▶ EXERCISE AIM
All that should come back is the lines of the data below from the one containing "height:6px; margin:-3px; padding:0" to the one containing "width:19px; height:19px; translate:-50%", inclusive, exactly as they stand.

# # # # #

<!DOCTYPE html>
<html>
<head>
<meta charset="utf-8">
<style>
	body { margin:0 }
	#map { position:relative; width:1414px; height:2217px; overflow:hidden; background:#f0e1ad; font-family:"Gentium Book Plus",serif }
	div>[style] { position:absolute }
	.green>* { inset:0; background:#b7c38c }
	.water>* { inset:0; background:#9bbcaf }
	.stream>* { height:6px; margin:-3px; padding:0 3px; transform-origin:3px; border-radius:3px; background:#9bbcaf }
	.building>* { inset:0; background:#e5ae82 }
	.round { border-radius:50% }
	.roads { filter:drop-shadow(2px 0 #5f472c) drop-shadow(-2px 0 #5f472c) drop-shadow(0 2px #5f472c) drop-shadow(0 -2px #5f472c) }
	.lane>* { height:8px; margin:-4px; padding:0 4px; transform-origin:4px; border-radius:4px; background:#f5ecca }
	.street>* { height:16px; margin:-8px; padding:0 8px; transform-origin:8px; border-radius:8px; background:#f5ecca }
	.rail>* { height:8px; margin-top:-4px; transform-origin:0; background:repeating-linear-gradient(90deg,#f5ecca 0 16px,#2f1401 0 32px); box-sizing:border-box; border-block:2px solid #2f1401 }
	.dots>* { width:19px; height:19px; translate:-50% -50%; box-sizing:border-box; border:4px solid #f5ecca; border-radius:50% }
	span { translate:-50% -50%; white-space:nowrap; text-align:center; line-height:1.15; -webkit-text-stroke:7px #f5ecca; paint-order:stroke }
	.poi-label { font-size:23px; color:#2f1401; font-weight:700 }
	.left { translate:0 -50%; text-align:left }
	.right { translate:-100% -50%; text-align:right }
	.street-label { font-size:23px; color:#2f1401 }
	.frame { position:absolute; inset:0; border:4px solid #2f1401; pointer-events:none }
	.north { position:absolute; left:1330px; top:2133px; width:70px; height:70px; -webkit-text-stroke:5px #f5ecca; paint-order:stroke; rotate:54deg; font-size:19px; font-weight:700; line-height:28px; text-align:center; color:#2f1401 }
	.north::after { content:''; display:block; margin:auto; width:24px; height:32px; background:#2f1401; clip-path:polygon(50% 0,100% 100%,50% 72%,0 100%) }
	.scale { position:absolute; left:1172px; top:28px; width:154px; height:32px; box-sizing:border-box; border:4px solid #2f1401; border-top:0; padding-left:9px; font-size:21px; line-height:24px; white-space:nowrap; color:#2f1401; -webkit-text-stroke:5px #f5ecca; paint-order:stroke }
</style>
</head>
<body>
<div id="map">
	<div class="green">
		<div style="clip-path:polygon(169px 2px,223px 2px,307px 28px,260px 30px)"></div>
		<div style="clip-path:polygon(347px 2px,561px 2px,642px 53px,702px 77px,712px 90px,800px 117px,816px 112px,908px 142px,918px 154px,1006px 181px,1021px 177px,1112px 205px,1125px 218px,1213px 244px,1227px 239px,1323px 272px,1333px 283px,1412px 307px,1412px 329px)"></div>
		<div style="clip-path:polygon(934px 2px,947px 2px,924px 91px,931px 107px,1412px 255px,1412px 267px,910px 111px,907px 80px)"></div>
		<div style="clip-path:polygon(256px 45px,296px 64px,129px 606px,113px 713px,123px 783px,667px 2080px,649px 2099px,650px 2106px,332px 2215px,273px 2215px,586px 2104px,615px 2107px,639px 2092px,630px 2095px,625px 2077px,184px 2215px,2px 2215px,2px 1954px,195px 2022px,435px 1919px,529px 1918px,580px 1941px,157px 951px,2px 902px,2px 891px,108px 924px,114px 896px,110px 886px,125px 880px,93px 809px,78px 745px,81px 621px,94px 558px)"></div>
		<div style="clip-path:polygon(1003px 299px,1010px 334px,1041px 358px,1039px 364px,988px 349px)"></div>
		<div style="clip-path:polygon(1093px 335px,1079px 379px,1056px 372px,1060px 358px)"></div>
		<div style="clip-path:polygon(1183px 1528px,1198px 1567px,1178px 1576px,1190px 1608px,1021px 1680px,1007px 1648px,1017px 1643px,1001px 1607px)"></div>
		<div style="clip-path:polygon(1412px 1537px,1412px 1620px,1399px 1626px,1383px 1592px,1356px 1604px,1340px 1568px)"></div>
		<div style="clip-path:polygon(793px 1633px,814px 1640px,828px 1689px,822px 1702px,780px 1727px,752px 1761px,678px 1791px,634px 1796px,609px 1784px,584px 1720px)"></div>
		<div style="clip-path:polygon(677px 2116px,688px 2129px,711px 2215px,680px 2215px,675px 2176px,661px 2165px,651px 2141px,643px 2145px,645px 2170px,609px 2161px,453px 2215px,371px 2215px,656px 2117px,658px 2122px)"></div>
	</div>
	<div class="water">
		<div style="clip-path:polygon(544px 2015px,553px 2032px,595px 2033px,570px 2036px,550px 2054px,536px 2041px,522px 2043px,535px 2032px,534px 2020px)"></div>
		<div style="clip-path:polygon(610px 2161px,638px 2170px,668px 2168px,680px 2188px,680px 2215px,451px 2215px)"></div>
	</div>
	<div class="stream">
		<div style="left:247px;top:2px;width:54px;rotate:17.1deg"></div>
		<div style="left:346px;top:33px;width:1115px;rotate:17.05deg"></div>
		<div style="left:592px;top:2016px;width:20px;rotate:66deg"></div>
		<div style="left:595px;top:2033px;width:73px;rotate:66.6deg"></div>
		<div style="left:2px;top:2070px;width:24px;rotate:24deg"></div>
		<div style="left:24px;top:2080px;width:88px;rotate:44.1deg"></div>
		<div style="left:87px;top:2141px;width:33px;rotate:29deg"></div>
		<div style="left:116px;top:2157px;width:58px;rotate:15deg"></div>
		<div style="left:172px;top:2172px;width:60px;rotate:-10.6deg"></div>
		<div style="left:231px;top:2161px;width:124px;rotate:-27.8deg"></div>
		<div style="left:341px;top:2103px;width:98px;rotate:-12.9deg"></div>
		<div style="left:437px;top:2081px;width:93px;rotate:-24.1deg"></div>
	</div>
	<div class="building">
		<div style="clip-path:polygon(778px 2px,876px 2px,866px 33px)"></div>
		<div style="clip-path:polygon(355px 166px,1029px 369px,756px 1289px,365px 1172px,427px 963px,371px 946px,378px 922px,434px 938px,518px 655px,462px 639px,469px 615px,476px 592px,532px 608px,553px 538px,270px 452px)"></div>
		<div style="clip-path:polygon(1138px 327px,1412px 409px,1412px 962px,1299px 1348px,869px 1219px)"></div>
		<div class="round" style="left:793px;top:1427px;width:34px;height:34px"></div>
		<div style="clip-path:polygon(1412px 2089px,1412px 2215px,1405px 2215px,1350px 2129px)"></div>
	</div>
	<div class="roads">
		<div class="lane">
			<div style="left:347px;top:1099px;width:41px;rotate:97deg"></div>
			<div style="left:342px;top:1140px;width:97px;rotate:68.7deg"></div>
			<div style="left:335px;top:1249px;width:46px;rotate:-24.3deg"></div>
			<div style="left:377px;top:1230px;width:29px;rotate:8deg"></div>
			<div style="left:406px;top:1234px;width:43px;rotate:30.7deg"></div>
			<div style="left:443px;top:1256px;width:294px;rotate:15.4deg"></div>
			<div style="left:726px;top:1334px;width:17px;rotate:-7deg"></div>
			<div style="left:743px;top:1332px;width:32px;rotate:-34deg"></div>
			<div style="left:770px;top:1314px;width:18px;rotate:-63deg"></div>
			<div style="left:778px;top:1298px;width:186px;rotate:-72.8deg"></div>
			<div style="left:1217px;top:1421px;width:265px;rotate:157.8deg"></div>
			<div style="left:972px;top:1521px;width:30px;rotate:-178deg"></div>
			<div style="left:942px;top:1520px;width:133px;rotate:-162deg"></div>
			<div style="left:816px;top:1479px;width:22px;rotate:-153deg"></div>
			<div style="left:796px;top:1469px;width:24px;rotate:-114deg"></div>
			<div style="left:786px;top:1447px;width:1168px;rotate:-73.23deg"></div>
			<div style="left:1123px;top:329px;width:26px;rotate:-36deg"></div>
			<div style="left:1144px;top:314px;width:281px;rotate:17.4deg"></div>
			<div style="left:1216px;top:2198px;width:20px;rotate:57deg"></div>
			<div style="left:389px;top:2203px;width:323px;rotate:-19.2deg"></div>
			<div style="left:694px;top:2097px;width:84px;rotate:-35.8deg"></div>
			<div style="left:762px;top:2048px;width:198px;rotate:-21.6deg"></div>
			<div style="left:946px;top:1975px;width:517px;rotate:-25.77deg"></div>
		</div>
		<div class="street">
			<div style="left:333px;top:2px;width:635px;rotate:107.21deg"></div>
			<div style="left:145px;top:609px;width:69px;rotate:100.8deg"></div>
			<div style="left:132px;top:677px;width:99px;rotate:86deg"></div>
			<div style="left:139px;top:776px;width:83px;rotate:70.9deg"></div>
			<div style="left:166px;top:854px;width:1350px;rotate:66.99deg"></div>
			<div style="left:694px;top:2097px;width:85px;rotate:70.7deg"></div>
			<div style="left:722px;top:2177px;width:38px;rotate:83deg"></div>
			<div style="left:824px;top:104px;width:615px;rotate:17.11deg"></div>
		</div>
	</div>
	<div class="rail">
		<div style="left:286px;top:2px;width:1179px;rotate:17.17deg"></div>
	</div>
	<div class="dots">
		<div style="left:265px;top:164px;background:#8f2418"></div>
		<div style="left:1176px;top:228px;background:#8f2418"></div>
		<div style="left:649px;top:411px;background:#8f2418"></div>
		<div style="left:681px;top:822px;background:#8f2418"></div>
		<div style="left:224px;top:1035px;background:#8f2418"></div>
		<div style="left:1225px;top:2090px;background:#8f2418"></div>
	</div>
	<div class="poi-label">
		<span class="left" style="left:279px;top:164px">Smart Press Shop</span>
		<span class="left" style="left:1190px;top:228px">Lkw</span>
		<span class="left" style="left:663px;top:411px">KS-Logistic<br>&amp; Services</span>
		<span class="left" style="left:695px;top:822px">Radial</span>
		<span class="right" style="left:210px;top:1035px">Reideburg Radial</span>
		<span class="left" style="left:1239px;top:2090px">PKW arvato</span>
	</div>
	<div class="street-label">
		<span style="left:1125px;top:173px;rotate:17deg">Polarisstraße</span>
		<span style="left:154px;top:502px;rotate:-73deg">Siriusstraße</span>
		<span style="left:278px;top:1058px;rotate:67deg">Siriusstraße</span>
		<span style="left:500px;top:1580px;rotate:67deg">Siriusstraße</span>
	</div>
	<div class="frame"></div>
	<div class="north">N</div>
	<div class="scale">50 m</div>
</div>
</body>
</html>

# # # # #

▶ RESPONSE BELOW
	.stream>* { height:6px; margin:-3px; padding:0 3px; transform-origin:3px; border-radius:3px; background:#9bbcaf }
	.building>* { inset:0; background:#e5ae82 }
	.round { border-radius:50% }
	.roads { filter:drop-shadow(2px 0 #5f472c) drop-shadow(-2px 0 #5f472c) drop-shadow(0 2px #5f472c) drop-shadow(0 -2px #5f472c) }
	.lane>* { height:8px; margin:-4px; padding:0 4px; transform-origin:4px; border-radius:4px; background:#f5ecca }
	.street>* { height:16px; margin:-8px; padding:0 8px; transform-origin:8px; border-radius:8px; background:#f5ecca }
	.rail>* { height:8px; margin-top:-4px; transform-origin:0; background:repeating-linear-gradient(90deg,#f5ecca 0 16px,#2f1401 0 32px); box-sizing:border-box; border-block:2px solid #2f1401 }
	.dots>* { width:19px; height:19px; translate:-50% -50%; box-sizing:border-box; border:4px solid #f5ecca; border-radius:50% }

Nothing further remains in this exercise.